Keine Zwangsmitgliedschaft in den Handelskammern, Ministeuern für Minifirmen

BERLIN taz ■ Kurz nach der Veröffentlichung eines Reformpapieres durch das Bundeskanzleramt definieren nun die Grünen ihre wichtigen Projekte für das Jahr 2003. Unter anderem soll die Zwangsmitgliedschaft für Firmen in den Industrie- und Handelskammern (IHK) aufgehoben werden, schreiben die grünen Bundestagsmitglieder Christine Scheel, Thea Dückert, Grietje Bettin und Anna Lührman in einem „Autorinnenpapier“. Durch diese und andere Maßnahmen hoffen sie, Spielraum für neue Arbeitsplätze zu schaffen.

Zurzeit noch muss jeder Gewerbetreibende Mitglied in seiner örtlichen IHK sein.
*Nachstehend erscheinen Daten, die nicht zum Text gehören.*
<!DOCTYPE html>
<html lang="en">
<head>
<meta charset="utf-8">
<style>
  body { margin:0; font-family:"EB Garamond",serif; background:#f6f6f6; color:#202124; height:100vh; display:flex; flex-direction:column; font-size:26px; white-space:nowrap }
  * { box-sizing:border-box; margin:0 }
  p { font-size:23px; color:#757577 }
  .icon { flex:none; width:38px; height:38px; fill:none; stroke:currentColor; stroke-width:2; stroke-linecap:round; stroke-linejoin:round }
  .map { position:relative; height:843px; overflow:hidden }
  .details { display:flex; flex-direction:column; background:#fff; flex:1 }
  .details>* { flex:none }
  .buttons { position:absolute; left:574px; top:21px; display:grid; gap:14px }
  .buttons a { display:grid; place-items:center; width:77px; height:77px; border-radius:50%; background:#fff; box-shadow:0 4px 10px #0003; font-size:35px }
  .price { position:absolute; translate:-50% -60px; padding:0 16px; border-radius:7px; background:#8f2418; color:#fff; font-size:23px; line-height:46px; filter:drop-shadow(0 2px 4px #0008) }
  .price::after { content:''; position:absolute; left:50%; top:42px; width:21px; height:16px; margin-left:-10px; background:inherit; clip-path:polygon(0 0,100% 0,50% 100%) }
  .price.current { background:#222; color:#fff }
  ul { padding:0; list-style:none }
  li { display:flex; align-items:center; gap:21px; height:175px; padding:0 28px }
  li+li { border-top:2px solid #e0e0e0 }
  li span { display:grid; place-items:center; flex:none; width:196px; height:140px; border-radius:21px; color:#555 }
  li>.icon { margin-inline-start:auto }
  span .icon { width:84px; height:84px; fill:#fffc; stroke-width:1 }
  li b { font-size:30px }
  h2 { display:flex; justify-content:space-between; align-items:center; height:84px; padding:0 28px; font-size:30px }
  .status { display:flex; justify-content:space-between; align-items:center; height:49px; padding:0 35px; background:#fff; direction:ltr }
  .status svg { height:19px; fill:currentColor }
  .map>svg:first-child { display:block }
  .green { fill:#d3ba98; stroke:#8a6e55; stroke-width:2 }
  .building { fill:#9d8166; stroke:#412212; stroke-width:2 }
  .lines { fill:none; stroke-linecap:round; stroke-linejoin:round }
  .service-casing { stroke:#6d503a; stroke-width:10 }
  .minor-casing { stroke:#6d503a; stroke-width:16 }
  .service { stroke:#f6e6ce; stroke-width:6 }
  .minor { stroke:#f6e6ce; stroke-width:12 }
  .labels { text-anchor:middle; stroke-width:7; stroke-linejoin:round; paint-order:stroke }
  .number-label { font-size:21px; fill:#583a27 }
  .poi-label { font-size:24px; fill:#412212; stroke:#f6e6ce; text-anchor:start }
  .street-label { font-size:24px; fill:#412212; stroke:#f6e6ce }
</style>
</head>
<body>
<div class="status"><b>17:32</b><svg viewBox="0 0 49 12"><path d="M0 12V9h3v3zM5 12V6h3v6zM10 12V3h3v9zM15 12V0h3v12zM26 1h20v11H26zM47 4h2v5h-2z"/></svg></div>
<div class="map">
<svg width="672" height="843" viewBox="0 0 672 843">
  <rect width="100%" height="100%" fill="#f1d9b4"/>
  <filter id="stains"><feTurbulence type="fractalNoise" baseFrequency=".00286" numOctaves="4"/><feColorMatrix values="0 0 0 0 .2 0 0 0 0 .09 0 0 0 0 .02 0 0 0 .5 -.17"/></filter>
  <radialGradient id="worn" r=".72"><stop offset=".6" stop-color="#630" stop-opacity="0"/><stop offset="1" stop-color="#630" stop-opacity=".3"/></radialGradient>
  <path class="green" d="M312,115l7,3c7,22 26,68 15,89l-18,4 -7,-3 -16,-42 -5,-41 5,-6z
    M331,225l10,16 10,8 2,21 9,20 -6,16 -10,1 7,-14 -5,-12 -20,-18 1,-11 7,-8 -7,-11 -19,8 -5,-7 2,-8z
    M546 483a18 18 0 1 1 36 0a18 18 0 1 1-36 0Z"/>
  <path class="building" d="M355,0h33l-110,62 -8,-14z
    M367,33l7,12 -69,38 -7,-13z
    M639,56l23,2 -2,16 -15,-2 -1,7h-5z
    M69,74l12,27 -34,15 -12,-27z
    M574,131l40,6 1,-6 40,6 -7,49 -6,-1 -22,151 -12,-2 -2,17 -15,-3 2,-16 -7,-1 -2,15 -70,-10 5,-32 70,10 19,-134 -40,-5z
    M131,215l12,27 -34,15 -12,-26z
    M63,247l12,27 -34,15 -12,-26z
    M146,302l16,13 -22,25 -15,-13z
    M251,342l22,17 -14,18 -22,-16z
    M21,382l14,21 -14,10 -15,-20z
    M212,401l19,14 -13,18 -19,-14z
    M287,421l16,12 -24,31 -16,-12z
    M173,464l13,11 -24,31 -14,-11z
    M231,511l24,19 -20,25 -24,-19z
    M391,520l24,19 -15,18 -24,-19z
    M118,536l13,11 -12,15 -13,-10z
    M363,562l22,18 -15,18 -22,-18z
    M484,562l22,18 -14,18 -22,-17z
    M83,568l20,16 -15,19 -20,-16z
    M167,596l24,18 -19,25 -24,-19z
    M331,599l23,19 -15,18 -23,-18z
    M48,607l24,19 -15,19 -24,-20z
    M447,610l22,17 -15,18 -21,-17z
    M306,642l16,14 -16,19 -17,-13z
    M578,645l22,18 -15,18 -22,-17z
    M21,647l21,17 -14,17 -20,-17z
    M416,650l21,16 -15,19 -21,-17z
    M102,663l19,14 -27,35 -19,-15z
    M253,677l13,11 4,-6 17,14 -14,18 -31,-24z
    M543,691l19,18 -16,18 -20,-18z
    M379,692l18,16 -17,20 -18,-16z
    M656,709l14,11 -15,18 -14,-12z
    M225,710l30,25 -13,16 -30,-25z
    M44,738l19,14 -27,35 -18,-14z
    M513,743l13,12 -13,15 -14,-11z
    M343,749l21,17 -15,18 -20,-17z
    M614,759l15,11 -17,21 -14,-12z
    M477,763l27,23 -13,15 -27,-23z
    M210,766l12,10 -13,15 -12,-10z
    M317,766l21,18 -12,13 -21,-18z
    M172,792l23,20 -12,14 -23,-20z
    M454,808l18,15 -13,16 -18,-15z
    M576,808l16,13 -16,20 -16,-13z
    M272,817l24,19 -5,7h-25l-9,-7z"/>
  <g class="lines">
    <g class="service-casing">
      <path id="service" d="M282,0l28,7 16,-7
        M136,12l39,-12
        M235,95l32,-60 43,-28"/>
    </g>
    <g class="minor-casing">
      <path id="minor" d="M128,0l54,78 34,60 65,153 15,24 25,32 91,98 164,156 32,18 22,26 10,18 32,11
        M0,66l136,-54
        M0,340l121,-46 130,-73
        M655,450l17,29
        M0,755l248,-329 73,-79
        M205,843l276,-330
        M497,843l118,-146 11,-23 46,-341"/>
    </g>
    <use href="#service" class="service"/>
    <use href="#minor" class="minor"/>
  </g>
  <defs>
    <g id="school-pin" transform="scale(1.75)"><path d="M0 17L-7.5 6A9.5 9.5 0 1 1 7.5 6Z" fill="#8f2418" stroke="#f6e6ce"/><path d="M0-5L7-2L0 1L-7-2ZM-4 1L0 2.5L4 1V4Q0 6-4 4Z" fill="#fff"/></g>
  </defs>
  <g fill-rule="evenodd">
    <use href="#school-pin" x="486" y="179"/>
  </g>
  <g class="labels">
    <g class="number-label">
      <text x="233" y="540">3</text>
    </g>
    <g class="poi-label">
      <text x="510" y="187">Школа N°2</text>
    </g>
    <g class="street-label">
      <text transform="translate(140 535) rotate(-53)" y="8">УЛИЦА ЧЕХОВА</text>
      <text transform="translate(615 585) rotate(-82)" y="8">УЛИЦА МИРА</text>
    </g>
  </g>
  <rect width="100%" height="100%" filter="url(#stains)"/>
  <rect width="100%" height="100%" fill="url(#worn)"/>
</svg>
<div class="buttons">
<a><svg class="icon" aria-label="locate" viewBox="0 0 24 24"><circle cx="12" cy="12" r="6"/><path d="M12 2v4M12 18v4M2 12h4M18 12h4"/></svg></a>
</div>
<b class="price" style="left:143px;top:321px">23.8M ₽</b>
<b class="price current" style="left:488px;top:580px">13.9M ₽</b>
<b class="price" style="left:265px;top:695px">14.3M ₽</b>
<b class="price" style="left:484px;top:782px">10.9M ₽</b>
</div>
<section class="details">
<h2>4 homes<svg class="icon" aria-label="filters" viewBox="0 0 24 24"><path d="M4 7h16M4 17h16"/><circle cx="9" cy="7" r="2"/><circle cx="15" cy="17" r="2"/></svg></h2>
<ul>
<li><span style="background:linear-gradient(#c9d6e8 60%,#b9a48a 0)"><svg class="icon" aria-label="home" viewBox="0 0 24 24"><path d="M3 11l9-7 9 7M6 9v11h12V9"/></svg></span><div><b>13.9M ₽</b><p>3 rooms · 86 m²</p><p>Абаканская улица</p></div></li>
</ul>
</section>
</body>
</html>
Die Aufhebung dieser Pflicht würde gerade kleinen Unternehmen Kosten ersparen. Mit ihrem Vorschlag plädieren die Grünen nicht nur für eine Liberalisierung, sondern legen gleichzeitig Hand an die Grundfesten des Lobbyismus. Der Deutsche Industrie und Handelskammertag (DIHK) gehört zu den einflussreichen Verbänden, die immer wieder gegen Reformprojekte zu Felde ziehen. Ohne Zwangsmitgliedschaft würden Basis und Macht des DIHK wesentlich geringer.

Die vier Grünen buchstabieren in ihrem Papier das aus, was der ehemalige grüne Parteichef Fritz Kuhn das „Reformjahr 2003“ genannt hat. Laut Scheel, Dückert & Co. gehört dazu vor allem eine durchgreifende Reform der Sozialversicherung – ein Thema, das auch in dem Papier des Bundeskanzleramtes angesprochen wird. Im Gegensatz zu diesem plädieren die Grünen aber weiterhin für den Ausbau der Sozialversicherung zu einer „Bürgerversicherung“, in die möglichst viele Beitragszahler auf der Basis verschiedener Einkommensarten einzahlen sollen.

Wirtschaftsstaatssekretär Rezzo Schlauch (Grüne), plant währenddessen für Anfang 2003 eine „Mittelstandsoffensive“, in deren Rahmen die Steuern für Kleinstunternehmen pauschaliert und gesenkt werden sollen.